The Raspberry Pi Pico uses the ADC to determine the ambient brightness using an attached light dependent resistor, then sends the RGB control signals to the keyboard to provide either dim white light when the ambient environment is bright or a bright white light when the ambient environment is dark.
The Raspberry Pi Pico also reads keyboard input from the keyboard, processes it, and sends it to the connected host device. The Strafe Mk. 2 keyboard sends individual key up/down signals, and media control signals. The processing will take these presses and update a single NKRO keyboard key bitmap signal and HID Consumer Control interface for the media key inputs.

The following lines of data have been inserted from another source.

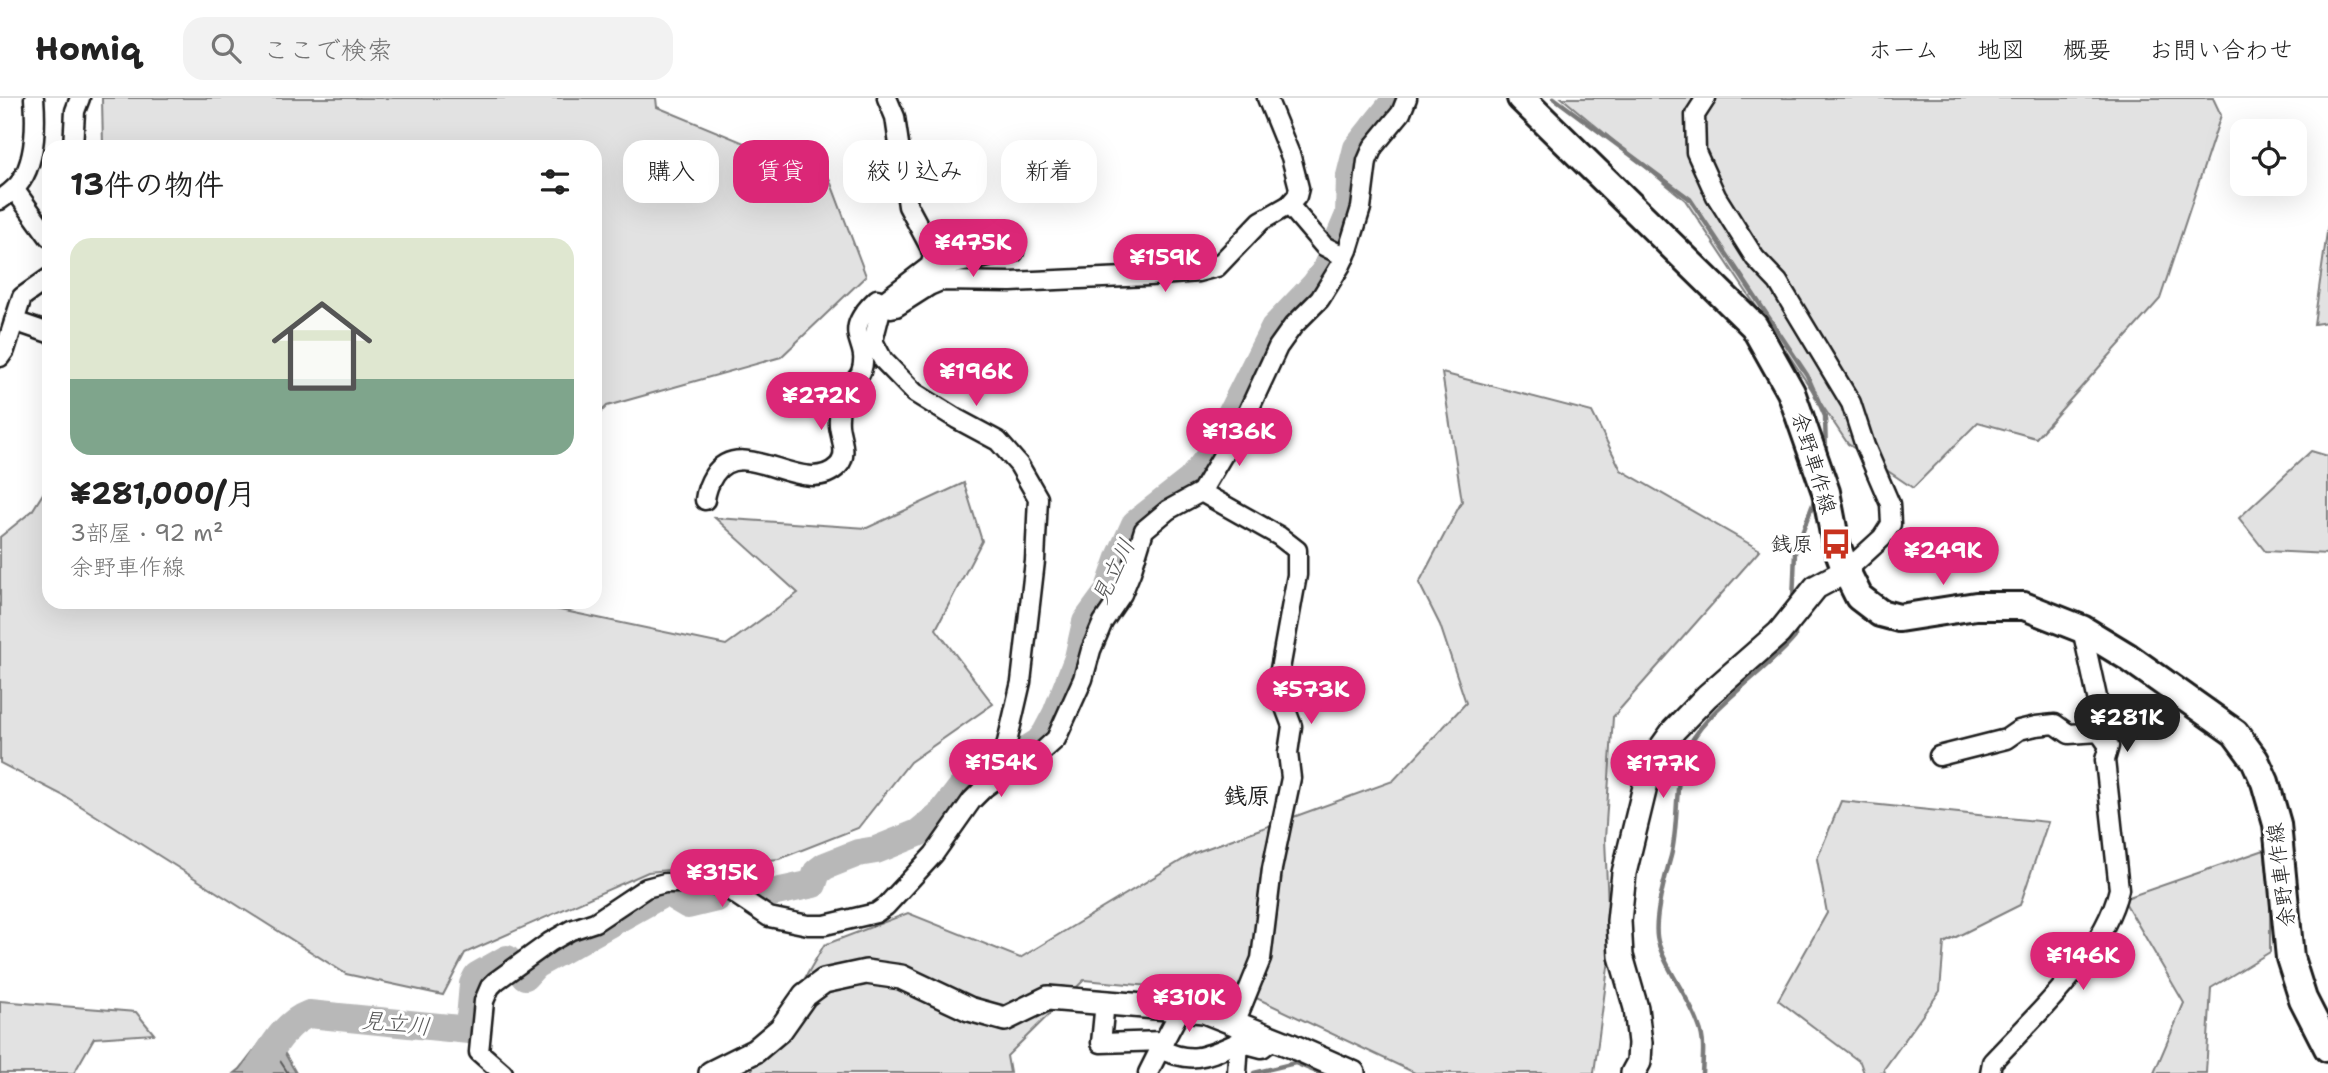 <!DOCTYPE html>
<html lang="ja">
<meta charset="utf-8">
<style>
:root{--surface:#fff;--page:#f2f2f2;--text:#222;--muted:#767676;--line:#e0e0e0;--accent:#db2777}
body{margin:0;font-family:"Shantell Sans","Klee One",sans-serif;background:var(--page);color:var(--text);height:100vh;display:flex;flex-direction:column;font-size:26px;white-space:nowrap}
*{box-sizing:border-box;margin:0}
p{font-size:23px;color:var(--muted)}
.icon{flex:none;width:38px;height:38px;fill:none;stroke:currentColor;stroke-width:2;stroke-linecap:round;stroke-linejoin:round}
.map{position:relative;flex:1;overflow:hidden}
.panel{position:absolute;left:42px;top:42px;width:560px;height:469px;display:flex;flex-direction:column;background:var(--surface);border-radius:21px;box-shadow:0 7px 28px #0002}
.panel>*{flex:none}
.hud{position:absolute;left:623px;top:42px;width:665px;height:63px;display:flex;gap:14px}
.fabs{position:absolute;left:2230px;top:21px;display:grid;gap:14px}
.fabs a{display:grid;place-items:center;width:77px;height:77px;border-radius:14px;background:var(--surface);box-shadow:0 7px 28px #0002;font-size:35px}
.price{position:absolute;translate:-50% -60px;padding:0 16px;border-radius:24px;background:var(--accent);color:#fff;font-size:23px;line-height:46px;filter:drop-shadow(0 2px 4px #0008)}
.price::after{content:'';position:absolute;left:50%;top:42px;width:21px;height:16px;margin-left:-10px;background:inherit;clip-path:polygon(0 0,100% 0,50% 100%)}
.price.current{background:#222;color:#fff}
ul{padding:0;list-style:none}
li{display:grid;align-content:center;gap:14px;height:371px;padding:0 28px}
li span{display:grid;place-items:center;height:217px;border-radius:21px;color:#555}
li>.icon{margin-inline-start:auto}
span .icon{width:126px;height:126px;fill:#fffc;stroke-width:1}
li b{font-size:30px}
h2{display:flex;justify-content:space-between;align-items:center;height:84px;padding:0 28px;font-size:30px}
.pill{padding:0 24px;border-radius:21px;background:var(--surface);box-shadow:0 7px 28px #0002;font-size:24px;line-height:63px}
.pill.current{background:var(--accent);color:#fff}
header{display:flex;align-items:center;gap:42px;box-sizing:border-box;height:98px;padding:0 35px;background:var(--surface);border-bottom:2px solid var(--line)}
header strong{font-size:33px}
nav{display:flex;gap:38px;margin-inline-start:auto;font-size:24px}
.search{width:490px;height:63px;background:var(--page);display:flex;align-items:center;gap:18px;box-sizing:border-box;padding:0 24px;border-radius:21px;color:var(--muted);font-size:26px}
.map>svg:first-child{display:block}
.green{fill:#e2e2e2;stroke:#7f7f7f;stroke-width:2}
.water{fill:#b8b8b8;stroke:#7a7a7a;stroke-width:2}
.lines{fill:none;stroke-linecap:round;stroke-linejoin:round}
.shore{stroke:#5a5a5a;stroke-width:2}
.stream{stroke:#7a7a7a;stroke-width:4.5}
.river{stroke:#b8b8b8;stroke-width:28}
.minor-casing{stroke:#1c1c1c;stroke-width:23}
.tertiary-casing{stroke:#1c1c1c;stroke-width:28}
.secondary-casing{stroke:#1c1c1c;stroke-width:32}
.minor{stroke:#fff;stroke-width:18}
.tertiary{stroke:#fff;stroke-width:23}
.secondary{stroke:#fff;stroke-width:26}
.labels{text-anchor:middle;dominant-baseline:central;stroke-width:6;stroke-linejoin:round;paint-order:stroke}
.street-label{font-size:21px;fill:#1c1c1c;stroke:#fff}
.poi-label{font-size:21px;fill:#1c1c1c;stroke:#fff;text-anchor:end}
.water-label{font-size:23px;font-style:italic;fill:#5a5a5a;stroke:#fff}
.neighbourhood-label{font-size:23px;font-weight:bold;fill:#1c1c1c;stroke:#fff}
</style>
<header>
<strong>Homiq</strong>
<div class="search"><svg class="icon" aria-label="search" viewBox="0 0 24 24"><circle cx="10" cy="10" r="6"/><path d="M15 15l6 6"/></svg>ここで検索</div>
<nav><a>ホーム</a><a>地図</a><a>概要</a><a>お問い合わせ</a></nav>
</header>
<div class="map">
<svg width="2328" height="975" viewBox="0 0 2328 975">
<rect width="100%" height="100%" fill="#fff"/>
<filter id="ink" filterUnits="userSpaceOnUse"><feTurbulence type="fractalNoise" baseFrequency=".0143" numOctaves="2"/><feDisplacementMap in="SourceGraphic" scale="14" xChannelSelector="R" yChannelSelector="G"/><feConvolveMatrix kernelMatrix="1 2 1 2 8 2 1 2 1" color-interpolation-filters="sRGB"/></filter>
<g filter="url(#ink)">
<!-- green -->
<g class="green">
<path d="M102,0H656L657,9L829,80L866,178L781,259L607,308L595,320V49H103Z"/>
<path d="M1562,0H2213L2221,17L2160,201L2036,340L1978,324L1913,390L1848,346L1685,102Z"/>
<path d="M2328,127V224L2314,226Z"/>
<path d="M1442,275L1592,314L1621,372L1760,452L1613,619L1605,741L1610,854L1594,975H1415L1250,897L1084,882L1007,958L1010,975H750L824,847L908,815L1020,860L1194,755L1393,683L1466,605L1440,527L1419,485L1462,403Z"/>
<path d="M2311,353L2328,358V456L2265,453L2239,420Z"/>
<path d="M964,385L982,443L936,531L993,606L910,664L858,730L779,761L648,774L465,855L443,897L346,876L68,700L0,665V439L32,413L49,386V504H540L546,509L726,547L798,495L715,420L867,430Z"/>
<path d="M1841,703L2048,724L2020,807L1944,845L1940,893L1884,971L1885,975H1864L1860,964L1778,902L1827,815L1817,761Z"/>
<path d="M2270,750V854L2211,890L2206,975H2154L2184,905L2123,801Z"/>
<path d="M0,903L136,914L154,936L94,940L74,975H0Z"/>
</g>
<!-- water -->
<path class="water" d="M271,931L296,975H235L240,971Z"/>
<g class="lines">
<!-- shore -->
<path class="shore" d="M246,975L269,946L288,975"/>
<!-- stream -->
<g class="stream">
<path d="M1554,0L1690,101L1807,277L1825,318L1826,357"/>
<path d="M1793,504L1795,454L1816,398"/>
<path d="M1254,975L1295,965L1319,975"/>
<path d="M1702,975C1703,959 1705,943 1699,928C1689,899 1668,875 1659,847C1651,827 1665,780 1671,758C1679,726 1674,689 1684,659C1699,614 1765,576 1795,539V530"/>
</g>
<!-- river -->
<g class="river">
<path d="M752,795L776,794L813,786L817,774L825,768L858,755L876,752L918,735L941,716L969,680L993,666L1020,656L1039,644L1046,635L1056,616L1078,560L1086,524L1108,494L1121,457L1135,426L1191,382L1209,359L1274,230L1315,187L1325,173L1349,117L1350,78L1357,50L1397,0"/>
<path d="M525,878L535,867L666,794L688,807L717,800"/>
<path d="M259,970C273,949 285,925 309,916L469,932L473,886L477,878L507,861"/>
</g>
<!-- minor casing -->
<g class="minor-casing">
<g id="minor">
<path d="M1706,0L1695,17L1696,54L1716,98L1755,160L1778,184L1851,305L1865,348L1890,406L1891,426L1882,440L1846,473"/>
<path d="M73,49L75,13L80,0"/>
<path d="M14,91L49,139"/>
<path d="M0,102C8,96 16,91 21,83C36,61 36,26 34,0"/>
<path d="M1289,107L1324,148L1345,159"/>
<path d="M930,168H944L1014,154"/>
<path d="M14,223L49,235"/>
<path d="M0,259L5,252L22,199L49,180"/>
<path d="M1201,394L1279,438L1297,452V477L1277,588L1292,628L1288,655L1291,680L1272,771L1261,861L1235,925"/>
<path d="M705,402C706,393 709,385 714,377C742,334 804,402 838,368C849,357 840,339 839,327C838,312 842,297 851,287C855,283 859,279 861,274C872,242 837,238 877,201L891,210L896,209L929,188L941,183L1011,184L1149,178L1198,174L1217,169L1261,123L1289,107L1297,98L1299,90L1291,59L1267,0"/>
<path d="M1939,658L2006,641L2019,632L2036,628L2055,626L2069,636L2099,634"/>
<path d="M999,679L1035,660L1056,641L1083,581L1091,552L1103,524L1122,496L1131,474L1144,432L1168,412L1201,394L1246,318L1278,249L1293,228L1320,201L1341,167L1348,152L1361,110L1367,63L1373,49L1401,15L1407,0"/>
<path d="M1105,904L1101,945L1164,943L1148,975"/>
<path d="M1164,943L1181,911"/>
<path d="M1160,951C1193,967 1207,958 1239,944"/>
<path d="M503,975L479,954L484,903L490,889L496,883L550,844L571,832L595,824L646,790L665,785H711L726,790L769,819L808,827H825L876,815L886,808L934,756L972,702L984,690L999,679L1021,584L1035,463L1038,400L1019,367L998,343L957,321L915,295L883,262L873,243L883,204L930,168L933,159L930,149L908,108L895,19L887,0"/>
<path d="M1237,975L1239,944L1262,950L1274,941"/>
<path d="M1990,975L1992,964C2036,917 2104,855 2119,791L2105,662L2109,648L2099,634L2100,613L2082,531"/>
</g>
</g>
<!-- tertiary casing -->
<g class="tertiary-casing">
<g id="tertiary">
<path d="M711,975L755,953L781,931L805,897L824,883L866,874L901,879L969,911L1005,921L1048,900L1204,913L1292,948L1353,975"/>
<path d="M1633,975L1639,964L1640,945L1636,910L1621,858L1619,823L1624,775L1651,664L1674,632L1707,598L1779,535L1816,489L1846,473"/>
</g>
</g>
<!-- secondary casing -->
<g class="secondary-casing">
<path id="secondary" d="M1521,0L1754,228L1791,294L1826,394L1836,446L1846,473L1859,499L1880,515L1899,520L1976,508H2024L2082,531L2128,559L2235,635L2255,662L2265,684L2277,726L2290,860L2303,901L2328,950"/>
</g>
<!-- minor -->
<use href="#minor" class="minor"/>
<!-- tertiary -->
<use href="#tertiary" class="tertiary"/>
<!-- secondary -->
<use href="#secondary" class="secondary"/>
</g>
</g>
<!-- icons -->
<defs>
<g id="bus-bare" transform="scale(2.415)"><path d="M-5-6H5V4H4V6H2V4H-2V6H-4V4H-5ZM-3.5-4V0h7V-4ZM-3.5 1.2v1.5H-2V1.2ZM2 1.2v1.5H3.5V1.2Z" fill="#c8321e" stroke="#fff" stroke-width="2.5" paint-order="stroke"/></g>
</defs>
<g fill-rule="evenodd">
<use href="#bus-bare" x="1836" y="446"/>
</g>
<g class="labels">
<!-- street labels -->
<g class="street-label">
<text transform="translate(1814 365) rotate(73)">余野車作線</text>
<text transform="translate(2281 777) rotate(-97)">余野車作線</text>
</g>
<!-- poi labels -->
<g class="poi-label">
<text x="1813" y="446">銭原</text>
</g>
<!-- water labels -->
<g class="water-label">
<text transform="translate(1113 473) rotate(-64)">見立川</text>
<text transform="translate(396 925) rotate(6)">見立川</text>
</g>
<!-- neighbourhood labels -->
<g class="neighbourhood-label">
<text x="1247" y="698">銭原</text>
</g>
</g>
</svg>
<div class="fabs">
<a><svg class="icon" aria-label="locate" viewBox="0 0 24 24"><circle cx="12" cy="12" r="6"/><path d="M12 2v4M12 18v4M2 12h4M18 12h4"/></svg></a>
</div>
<b class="price" style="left:973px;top:181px">¥475K</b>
<b class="price" style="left:1165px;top:196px">¥159K</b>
<b class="price" style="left:976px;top:310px">¥196K</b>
<b class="price" style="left:821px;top:334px">¥272K</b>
<b class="price" style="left:1239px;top:370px">¥136K</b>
<b class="price" style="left:1943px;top:489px">¥249K</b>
<b class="price" style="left:1311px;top:628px">¥573K</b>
<b class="price current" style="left:2127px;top:656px">¥281K</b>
<b class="price" style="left:1001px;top:701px">¥154K</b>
<b class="price" style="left:1663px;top:702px">¥177K</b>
<b class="price" style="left:722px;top:811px">¥315K</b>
<b class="price" style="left:2083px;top:894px">¥146K</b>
<b class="price" style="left:1189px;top:936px">¥310K</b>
<div class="hud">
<a class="pill">購入</a>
<a class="pill current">賃貸</a>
<a class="pill">絞り込み</a>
<a class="pill">新着</a>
</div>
<section class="panel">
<h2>13件の物件<svg class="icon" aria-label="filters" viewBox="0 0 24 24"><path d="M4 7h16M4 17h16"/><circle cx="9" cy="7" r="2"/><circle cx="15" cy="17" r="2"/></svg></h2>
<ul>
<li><span style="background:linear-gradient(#dfe7d0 65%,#7fa58c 0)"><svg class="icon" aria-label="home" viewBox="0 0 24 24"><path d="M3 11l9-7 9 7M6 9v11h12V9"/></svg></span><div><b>¥281,000/月</b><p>3部屋 · 92 m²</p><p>余野車作線</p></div></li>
</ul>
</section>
</div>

The project has the lighting color, brightness, and threshold ambient brightness for the two states hardcoded. If you want to change these, you will need to modify them directly in the source. While it would be possible to make the lighting settings user-configurable over USB, it will require significant work to do so. Since this keyboard is deployed in a professional setting, the simple solid white lighting with increased brightness when it is dark was chosen.
The project also hardcodes the VID and PID of the Strafe Mk. 2 keyboard so that it will only accept that keyboard model connected to the device. This is partly because there are multiple NKRO protocols, so determining which one is in use by an arbitrary keyboard plugged into the Pico would be difficult. The other major reason is that RGB lighting protocols are proprietary and vary from vendor to vendor and often from model to model even within the same vendor or brand. If another keyboard is plugged in, even if USB keyboard inputs are passed through, the Pico would serve no additional purpose with a keyboard that does not obey the exact same RGB protocol as the Strafe Mk. 2.
For an unknown reason, forwarding the standard indicator LED status HID reports for determining the state of the caps/num/scroll lock keys does not work, so the indicator LEDs do not update correctly.
The project may serve as a proof-of-concept for someone who is more ambitious and wants to make the lighting settings more user-configurable or to see an example of capturing and forwarding USB keyboard events with a Raspberry Pi Pico.